● **ABOUT THIS TASK**:
Look through the records below for the word "paint". Report how many lines have it, and only that number.

------------

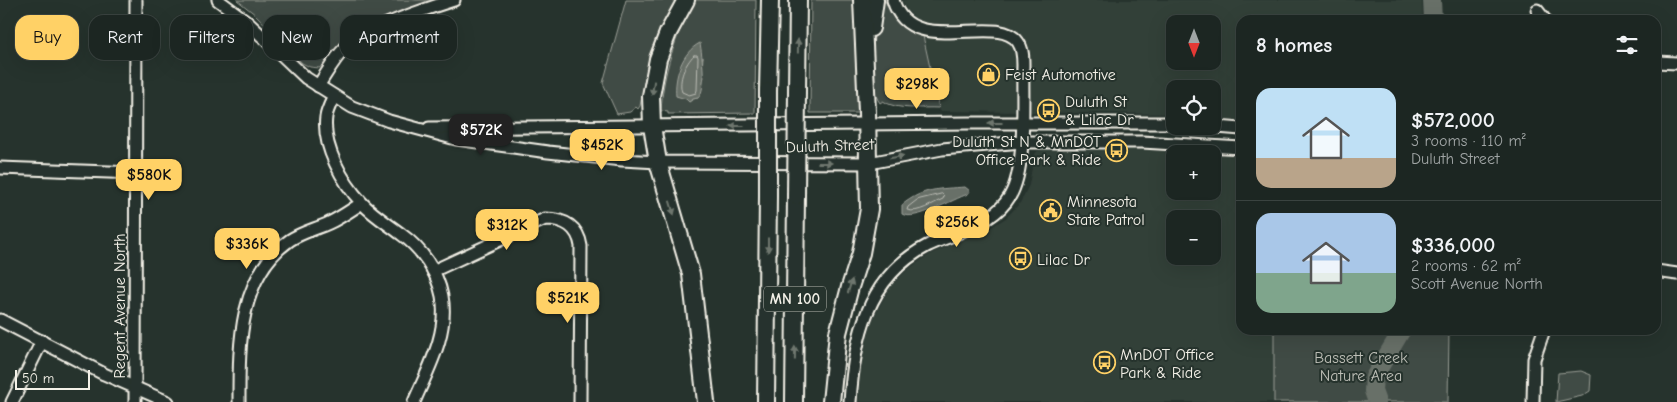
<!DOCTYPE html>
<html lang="en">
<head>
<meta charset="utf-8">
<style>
  :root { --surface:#1c2622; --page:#29322f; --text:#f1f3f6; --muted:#a0a5a5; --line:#3a4340; --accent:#ffd166 }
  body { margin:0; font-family:"Comic Neue",sans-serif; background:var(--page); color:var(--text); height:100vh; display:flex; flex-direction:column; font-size:19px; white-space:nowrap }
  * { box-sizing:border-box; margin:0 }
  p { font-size:16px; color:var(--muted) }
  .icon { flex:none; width:28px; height:28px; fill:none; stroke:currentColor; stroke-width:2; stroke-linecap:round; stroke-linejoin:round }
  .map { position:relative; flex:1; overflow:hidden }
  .sheet { position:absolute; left:1236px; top:15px; width:425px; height:320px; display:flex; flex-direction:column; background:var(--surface); border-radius:15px; box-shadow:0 5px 20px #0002,0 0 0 1px var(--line) }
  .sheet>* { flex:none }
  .guide { position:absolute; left:15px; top:15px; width:475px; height:45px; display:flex; gap:10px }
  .needle { width:32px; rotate:180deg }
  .controls { position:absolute; left:1166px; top:15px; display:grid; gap:10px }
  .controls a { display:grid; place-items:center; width:55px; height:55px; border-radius:10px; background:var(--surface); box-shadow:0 5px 20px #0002,0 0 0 1px var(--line); font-size:25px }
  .scale { position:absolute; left:15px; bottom:12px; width:75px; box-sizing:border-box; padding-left:5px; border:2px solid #f4f1e8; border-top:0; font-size:14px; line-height:18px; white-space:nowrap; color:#f4f1e8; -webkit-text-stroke:4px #26332d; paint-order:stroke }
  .price { position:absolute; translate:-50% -42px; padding:0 11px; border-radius:10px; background:var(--accent); color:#111; font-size:16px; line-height:32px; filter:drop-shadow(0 1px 2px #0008) }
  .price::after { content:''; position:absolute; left:50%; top:30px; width:15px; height:11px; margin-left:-8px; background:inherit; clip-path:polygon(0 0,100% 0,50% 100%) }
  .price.on { background:#222; color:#fff }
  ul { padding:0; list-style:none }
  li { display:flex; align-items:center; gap:15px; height:125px; padding:0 20px }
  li+li { border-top:1px solid var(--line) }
  li span { display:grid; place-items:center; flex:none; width:140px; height:100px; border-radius:15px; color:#555 }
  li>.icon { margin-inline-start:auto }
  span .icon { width:60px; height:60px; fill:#fffc; stroke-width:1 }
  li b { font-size:21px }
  h2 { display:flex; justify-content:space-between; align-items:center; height:60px; padding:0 20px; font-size:21px }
  .tag { padding:0 18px; border-radius:15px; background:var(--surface); box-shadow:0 5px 20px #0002,0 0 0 1px var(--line); font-size:18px; line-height:45px }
  .tag.on { background:var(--accent); color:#111 }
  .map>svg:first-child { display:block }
  .built { fill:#333f39; fill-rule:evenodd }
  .green { fill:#414b45; stroke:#9a9e96; fill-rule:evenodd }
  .water { fill:#676f68; stroke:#9fa39b }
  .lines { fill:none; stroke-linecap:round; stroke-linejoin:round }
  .shore { stroke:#bcbdb5; stroke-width:1 }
  .river { stroke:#676f68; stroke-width:18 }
  .minor-casing { stroke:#f4f1e8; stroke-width:15 }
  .highway-casing { stroke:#f4f1e8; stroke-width:20 }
  .minor { stroke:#26332d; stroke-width:11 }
  .highway { stroke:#26332d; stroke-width:16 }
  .highway-bridge-casing { stroke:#f4f1e8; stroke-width:20; stroke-linecap:butt }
  .highway-bridge { stroke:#26332d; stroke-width:16 }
  .oneway { fill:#6e766e }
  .labels { text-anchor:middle; stroke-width:4; stroke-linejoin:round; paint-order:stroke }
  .shield { fill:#26332d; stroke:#b6b8b0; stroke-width:1 }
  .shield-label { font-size:15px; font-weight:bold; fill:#f4f1e8 }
  .poi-label { font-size:16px; fill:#f4f1e8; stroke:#26332d; text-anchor:start }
  .street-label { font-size:16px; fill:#f4f1e8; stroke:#26332d }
  .park-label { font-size:16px; fill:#bebfb7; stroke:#26332d }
</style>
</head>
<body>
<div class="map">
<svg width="1677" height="402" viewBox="0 0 1677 402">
  <rect width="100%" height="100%" fill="#26332d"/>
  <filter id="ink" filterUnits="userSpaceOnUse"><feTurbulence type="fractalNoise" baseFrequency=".02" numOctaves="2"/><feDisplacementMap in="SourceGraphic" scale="10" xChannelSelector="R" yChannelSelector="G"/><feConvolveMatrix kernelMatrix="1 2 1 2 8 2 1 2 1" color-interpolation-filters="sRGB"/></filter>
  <g filter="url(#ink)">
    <g class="built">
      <path d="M902 0H1422L1423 20H1241V124L1213 120 1212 89H1175V114L940 111 919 22 907 10ZM1175 24H1212V61H1175Z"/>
      <path d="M1192 149 1241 155V330H1274V402H858L861 361 872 320 890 287 907 270 930 254 988 229 1006 218 1020 203 1029 185 1034 156 1037 151 1042 150ZM1175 154H1212V191H1175ZM1175 219H1212V256H1175Z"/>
    </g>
    <g class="green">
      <path d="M237 0H436L357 32 348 38 322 66 319 68 310 67 302 63 256 15Z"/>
      <path d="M626 0H677L660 29 650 53 640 106 638 109 636 107 630 112 617 114 603 83Z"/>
      <path d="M693 0H756L755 113 668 114V112L661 111C663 71 676 37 693 0ZM703 57 702 71 704 77 698 98 693 99 689 102 686 99Z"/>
      <path d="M811 0H857L858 113H810Z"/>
      <path d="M880 1 886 2C892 20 905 30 923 36L939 108C921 107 898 111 883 101L880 103C874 95 874 86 873 76 871 47 875 30 880 1Z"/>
      <path d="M1274 330H1449L1448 402H1274Z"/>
      <path d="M1581 371 1591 375 1590 391 1582 396 1556 402 1558 373Z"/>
    </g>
    <g class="water">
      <path d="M700 43C702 55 707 90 698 98L693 99 689 102 686 99 676 96C674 77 682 52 700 43Z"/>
      <path d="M965 187 970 191 968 194C953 199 915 222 902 214V205C923 188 939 189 965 187Z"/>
    </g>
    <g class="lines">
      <g class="shore">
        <path d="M694 55H697L698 57 697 90 696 93 689 95 682 92C678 80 685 64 694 55Z"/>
        <path d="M942 194 944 196 943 199C933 203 918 214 907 210L908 207 917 200Z"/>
      </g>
      <g class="river">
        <path d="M1432 0 1433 20"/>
        <path d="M1377 402 1373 391 1374 377 1402 330"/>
      </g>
      <defs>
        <g id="minor">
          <path d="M218 0 245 20 306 78 352 107 389 121 456 139 548 152 622 160 658 162 869 163 942 149 1022 142H1142L1241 148"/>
          <path d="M1537 10 1545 20"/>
          <path d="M1656 62 1677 63"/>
          <path d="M318 86C327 73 334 59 345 48 366 28 426 9 454 0"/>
          <path d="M334 96C331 103 327 110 326 117 322 146 343 183 362 203 373 215 388 224 401 234 422 249 437 271 442 296 449 333 428 369 414 402"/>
          <path d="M1206 126 1241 129"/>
          <path d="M429 128 968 123H1175"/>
          <path d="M0 168 136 173"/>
          <path d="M433 271 545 219C565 219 578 227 581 246L580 402"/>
          <path d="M1656 271 1677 274"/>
          <path d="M0 320 104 374 168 402"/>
          <path d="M12 402 42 341"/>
          <path d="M135 402 136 0"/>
          <path d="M239 402C239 346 238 276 290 240 302 232 316 229 329 223 340 218 351 210 362 203"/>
          <path d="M850 402C854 340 866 278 927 246 935 242 943 239 951 236 973 226 997 218 1010 196 1027 167 1022 100 1023 65 1023 58 1023 49 1018 42 997 11 910 60 893 0"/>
          <path d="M1533 402 1534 359 1544 330"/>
        </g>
        <g id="highway">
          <path d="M686 0 668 33 658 59 651 96 652 126 658 162 691 274 706 402"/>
          <path d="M871 28 875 0"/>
          <path d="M768 91 770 0"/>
          <path d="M797 92 798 0"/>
          <path d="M766 402 768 196"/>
          <path d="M794 402 796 196"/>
          <path d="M831 402 838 333 850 287 861 253 869 209 867 112 862 0"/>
        </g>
      </defs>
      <use href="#minor" class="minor-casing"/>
      <use href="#highway" class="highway-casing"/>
      <use href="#minor" class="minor"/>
      <use href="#highway" class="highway"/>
      <defs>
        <g id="highway-bridge">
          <path d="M768 196V91"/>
          <path d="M796 196 797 92"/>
        </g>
      </defs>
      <use href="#highway-bridge" class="highway-bridge-casing"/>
      <use href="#highway-bridge" class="highway-bridge"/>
    </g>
    <defs><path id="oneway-solid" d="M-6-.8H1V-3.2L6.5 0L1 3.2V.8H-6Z" transform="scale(1.25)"/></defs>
    <g class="oneway">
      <use href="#oneway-solid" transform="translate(798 46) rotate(-89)"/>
      <use href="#oneway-solid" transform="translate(653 88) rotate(99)"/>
      <use href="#oneway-solid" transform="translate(995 123) rotate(180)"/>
      <use href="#oneway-solid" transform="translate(737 126) rotate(180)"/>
      <use href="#oneway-solid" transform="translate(897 157) rotate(-10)"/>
      <use href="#oneway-solid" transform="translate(825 163)"/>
      <use href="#oneway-solid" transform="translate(672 208) rotate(73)"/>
      <use href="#oneway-solid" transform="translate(768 245) rotate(90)"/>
      <use href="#oneway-solid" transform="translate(850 286) rotate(-73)"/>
      <use href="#oneway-solid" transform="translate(795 353) rotate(-89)"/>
    </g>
  </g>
  <defs>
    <symbol id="shop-ring" viewBox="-11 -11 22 22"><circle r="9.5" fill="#26332d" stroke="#ffd166" stroke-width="1.5"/><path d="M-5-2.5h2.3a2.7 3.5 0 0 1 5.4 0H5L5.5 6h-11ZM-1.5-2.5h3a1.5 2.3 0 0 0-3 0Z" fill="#ffd166"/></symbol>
    <symbol id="bus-ring" viewBox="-11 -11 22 22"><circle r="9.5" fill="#26332d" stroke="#ffd166" stroke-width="1.5"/><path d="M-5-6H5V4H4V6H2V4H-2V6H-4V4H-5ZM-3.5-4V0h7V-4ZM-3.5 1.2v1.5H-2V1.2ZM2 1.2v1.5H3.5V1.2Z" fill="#ffd166"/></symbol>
    <symbol id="civic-ring" viewBox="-11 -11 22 22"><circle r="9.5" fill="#26332d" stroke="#ffd166" stroke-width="1.5"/><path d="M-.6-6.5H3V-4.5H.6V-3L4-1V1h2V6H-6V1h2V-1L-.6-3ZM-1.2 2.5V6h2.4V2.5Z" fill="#ffd166"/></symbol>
  </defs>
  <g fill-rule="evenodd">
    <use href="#shop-ring" x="976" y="62" width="25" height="25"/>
    <use href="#bus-ring" x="1036" y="98" width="25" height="25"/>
    <use href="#bus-ring" x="1104" y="138" width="25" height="25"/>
    <use href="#civic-ring" x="1038" y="198" width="25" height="25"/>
    <use href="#bus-ring" x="1008" y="246" width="25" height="25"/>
    <use href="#bus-ring" x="1092" y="350" width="25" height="25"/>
  </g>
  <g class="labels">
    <rect class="shield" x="764" y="286.5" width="62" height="25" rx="4"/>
    <g class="shield-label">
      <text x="795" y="304">MN 100</text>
    </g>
    <g class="poi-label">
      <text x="1005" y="80">Feist Automotive</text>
      <text x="1065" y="107">Duluth St<tspan x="1065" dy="18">&amp; Lilac Dr</tspan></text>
      <text x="1101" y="147" text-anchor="end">Duluth St N &amp; MnDOT<tspan x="1101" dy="18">Office Park &amp; Ride</tspan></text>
      <text x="1067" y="207">Minnesota<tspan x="1067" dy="18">State Patrol</tspan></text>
      <text x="1037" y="265">Lilac Dr</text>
      <text x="1120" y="360">MnDOT Office<tspan x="1120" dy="18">Park &amp; Ride</tspan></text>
    </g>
    <g class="street-label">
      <text transform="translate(830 145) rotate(-2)" y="6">Duluth Street</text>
      <text transform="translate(119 306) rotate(-90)" y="6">Regent Avenue North</text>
    </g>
    <g class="park-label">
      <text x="1361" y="363">Bassett Creek<tspan x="1361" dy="18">Nature Area</tspan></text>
    </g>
  </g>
</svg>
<div class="controls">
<a><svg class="needle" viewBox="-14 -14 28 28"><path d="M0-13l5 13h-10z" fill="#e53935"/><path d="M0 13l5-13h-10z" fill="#a0a5a5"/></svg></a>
<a><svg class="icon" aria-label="locate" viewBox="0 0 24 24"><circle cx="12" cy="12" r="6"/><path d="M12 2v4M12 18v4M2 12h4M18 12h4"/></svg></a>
<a>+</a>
<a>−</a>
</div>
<div class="scale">50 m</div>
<b class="price" style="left:917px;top:110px">$298K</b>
<b class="price on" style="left:481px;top:156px">$572K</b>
<b class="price" style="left:602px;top:171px">$452K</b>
<b class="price" style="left:149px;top:201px">$580K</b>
<b class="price" style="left:957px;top:248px">$256K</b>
<b class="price" style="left:507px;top:251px">$312K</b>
<b class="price" style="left:247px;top:270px">$336K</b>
<b class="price" style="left:568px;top:324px">$521K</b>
<div class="guide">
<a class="tag on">Buy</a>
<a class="tag">Rent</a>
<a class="tag">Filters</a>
<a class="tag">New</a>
<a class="tag">Apartment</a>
</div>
<section class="sheet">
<h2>8 homes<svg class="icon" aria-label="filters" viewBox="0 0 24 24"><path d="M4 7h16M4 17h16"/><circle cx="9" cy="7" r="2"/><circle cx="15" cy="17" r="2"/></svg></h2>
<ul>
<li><span style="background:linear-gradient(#bfe0f5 70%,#b9a48a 0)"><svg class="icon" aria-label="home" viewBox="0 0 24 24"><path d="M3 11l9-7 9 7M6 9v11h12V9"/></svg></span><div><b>$572,000</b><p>3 rooms · 110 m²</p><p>Duluth Street</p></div></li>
<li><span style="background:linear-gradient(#a9c7e8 60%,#7fa58c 0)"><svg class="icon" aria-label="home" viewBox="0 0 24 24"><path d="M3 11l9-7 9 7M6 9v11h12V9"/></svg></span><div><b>$336,000</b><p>2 rooms · 62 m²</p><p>Scott Avenue North</p></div></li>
</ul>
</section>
</div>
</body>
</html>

------------

● **YOUR RESPONSE**:
2